> Given records:
######

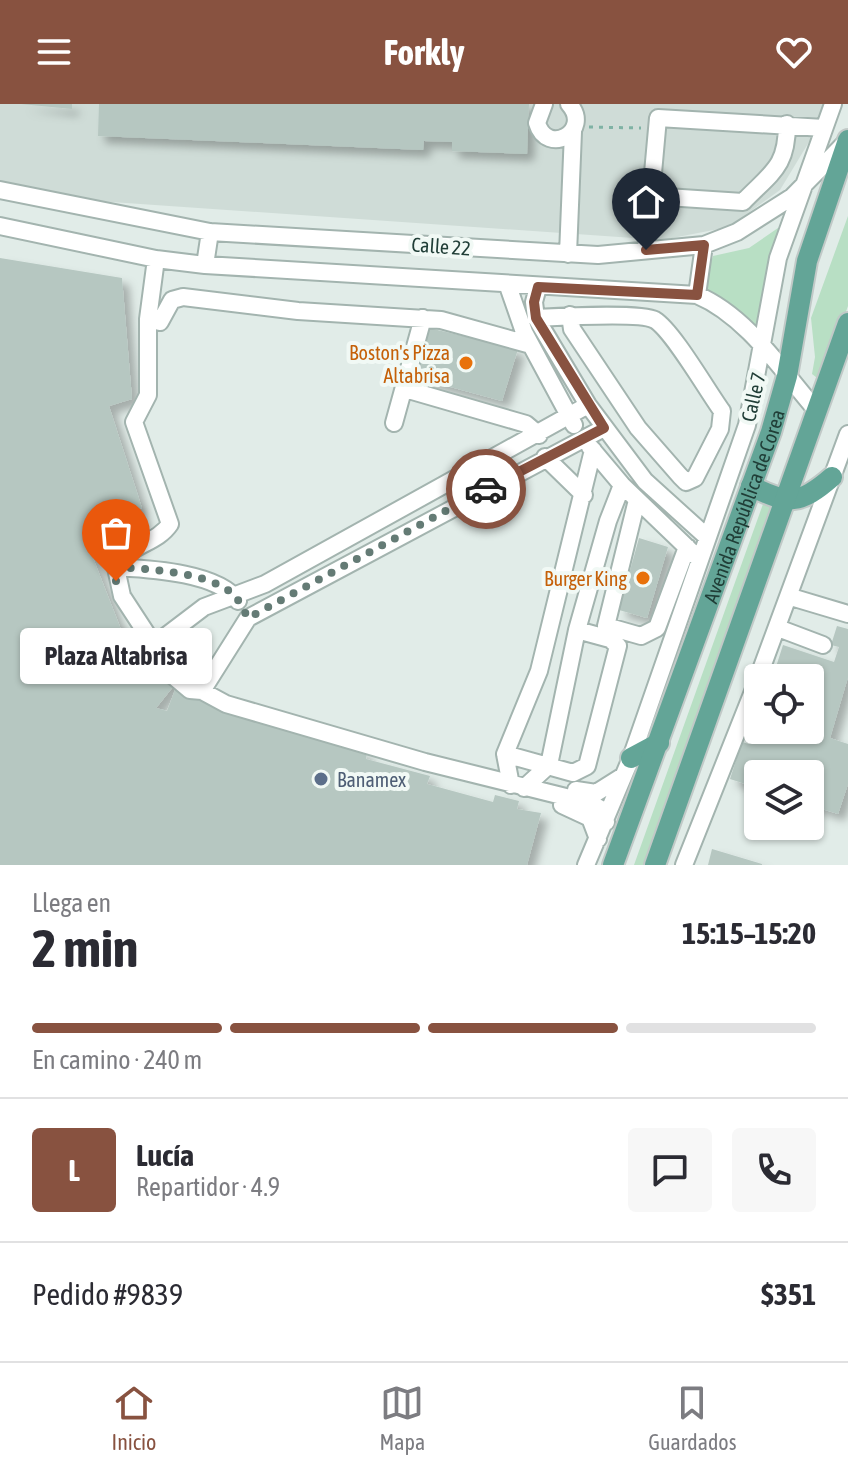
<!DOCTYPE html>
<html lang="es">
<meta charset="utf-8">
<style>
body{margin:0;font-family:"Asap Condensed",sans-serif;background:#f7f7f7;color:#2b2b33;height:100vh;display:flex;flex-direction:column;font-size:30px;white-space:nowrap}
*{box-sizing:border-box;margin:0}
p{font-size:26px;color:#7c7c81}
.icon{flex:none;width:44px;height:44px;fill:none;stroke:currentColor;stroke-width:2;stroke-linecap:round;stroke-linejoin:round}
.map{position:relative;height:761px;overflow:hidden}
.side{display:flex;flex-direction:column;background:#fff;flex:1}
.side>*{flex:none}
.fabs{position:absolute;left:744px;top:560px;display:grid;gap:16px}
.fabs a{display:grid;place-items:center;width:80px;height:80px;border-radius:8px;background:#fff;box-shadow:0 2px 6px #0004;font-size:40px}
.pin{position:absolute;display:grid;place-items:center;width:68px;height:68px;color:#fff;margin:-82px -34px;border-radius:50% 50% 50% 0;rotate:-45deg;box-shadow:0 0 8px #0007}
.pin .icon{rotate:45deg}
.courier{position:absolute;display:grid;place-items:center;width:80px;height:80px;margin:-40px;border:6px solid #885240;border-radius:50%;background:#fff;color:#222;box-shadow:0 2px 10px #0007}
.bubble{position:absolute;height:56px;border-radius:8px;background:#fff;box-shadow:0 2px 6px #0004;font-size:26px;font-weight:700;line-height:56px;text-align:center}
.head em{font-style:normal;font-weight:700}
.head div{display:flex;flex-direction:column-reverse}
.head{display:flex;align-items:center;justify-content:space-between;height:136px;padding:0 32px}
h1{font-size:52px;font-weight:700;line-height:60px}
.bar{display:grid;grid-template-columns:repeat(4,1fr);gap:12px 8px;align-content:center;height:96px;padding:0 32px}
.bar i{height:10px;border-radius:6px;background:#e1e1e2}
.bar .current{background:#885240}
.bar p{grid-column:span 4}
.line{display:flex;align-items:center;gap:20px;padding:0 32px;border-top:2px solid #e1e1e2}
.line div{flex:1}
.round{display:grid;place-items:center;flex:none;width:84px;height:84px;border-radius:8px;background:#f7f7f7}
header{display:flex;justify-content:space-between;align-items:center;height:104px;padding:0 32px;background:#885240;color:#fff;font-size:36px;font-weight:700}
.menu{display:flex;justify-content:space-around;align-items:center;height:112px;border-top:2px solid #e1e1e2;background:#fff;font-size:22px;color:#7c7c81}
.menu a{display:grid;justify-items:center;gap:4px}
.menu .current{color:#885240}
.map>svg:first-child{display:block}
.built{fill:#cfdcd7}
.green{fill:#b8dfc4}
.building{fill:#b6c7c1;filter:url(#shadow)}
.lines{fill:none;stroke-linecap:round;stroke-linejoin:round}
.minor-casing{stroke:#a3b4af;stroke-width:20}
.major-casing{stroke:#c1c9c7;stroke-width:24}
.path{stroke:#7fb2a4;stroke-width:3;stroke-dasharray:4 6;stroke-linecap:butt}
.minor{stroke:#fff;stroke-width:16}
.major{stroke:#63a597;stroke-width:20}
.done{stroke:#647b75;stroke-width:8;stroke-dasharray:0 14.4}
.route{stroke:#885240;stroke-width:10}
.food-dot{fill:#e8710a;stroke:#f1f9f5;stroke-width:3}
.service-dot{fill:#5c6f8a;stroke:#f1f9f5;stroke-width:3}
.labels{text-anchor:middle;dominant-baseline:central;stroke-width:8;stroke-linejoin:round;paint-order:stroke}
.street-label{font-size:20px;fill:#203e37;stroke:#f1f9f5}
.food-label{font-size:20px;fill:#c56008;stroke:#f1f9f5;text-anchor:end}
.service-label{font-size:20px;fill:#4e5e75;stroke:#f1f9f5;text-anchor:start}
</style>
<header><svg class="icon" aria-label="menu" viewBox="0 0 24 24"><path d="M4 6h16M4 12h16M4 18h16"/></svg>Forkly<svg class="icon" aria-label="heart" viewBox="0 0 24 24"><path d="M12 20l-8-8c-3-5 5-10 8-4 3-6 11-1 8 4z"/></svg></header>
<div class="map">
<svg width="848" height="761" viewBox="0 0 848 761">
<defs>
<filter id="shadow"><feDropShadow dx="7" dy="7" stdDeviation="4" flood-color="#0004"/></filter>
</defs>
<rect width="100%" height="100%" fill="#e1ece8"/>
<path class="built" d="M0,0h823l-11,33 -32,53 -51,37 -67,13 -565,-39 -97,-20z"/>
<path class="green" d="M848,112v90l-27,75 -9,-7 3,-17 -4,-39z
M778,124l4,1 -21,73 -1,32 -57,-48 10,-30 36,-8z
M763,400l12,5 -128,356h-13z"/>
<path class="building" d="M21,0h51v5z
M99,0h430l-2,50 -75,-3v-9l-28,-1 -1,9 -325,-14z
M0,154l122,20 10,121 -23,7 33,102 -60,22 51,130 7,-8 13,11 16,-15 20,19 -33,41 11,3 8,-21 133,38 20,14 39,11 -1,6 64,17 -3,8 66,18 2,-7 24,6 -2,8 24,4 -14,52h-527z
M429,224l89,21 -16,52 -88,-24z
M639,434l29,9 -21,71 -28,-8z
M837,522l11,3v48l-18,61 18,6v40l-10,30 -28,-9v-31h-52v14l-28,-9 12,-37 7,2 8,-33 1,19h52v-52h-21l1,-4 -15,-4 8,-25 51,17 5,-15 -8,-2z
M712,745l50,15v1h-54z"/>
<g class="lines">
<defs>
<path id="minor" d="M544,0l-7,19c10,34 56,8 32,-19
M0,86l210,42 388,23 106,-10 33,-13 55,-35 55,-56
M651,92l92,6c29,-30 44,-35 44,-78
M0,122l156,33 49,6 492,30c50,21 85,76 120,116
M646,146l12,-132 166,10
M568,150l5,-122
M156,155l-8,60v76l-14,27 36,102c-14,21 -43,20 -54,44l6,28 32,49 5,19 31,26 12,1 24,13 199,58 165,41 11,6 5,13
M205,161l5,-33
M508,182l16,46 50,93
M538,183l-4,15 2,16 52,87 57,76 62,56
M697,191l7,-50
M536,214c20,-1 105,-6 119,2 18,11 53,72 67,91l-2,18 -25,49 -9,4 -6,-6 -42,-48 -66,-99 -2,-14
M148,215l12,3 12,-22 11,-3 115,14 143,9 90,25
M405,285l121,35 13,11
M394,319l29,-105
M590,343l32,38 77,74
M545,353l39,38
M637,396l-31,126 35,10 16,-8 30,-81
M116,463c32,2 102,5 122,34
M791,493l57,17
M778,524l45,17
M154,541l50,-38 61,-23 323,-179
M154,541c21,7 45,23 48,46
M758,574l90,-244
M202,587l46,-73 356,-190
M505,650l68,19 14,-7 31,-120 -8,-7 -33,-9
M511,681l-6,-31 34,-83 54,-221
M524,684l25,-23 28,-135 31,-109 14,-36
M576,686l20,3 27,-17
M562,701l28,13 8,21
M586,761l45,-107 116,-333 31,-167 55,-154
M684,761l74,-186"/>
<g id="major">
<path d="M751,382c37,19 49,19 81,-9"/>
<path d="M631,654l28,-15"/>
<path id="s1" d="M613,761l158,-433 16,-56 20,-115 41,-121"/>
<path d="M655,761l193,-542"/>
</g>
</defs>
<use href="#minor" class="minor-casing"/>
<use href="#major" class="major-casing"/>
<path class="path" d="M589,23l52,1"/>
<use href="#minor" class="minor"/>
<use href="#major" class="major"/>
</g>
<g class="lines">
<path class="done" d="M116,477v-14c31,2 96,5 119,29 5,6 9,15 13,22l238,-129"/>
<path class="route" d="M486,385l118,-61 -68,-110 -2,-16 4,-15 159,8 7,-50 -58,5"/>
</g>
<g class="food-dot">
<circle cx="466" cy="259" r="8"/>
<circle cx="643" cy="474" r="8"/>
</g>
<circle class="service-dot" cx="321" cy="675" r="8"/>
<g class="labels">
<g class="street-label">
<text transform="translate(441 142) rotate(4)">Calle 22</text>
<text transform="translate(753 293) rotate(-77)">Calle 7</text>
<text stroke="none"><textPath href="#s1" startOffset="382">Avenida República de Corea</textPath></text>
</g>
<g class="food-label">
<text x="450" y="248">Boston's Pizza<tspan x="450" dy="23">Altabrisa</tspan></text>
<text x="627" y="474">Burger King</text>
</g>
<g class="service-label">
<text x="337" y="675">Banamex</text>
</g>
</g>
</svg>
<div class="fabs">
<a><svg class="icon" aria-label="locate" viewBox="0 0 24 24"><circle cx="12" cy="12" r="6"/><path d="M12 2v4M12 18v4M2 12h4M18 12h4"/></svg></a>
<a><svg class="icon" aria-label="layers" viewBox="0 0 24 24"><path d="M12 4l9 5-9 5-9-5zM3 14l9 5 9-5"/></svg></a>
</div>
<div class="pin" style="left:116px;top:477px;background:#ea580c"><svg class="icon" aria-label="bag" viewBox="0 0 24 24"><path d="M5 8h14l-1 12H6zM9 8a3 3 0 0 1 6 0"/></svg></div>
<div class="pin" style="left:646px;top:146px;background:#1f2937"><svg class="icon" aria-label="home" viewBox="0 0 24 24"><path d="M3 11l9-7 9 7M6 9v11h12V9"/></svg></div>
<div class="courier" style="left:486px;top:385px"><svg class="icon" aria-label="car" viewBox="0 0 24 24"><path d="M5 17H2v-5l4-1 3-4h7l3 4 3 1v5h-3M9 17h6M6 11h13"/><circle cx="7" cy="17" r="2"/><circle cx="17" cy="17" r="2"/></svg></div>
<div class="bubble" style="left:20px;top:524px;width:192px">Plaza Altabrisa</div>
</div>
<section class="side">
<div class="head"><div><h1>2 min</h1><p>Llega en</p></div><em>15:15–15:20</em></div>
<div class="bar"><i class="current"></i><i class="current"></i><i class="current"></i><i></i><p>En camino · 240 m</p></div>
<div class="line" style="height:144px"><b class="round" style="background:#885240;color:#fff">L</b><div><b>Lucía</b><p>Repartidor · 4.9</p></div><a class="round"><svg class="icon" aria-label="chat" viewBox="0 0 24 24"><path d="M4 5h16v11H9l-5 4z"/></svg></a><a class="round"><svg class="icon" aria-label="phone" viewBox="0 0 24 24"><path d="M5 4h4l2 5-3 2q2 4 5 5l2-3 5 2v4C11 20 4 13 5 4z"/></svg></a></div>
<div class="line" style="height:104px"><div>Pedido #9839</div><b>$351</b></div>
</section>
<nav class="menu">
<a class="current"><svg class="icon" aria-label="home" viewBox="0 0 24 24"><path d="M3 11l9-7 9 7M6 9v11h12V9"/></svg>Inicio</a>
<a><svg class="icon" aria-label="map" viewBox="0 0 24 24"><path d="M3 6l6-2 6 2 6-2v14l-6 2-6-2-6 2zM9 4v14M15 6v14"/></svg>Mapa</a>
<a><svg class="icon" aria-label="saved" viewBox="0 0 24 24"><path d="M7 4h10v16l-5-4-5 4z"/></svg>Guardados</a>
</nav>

######

> To do:
Give the count of lines in the listing that hold the word "dasharray", and nothing else.

> Task answer:
2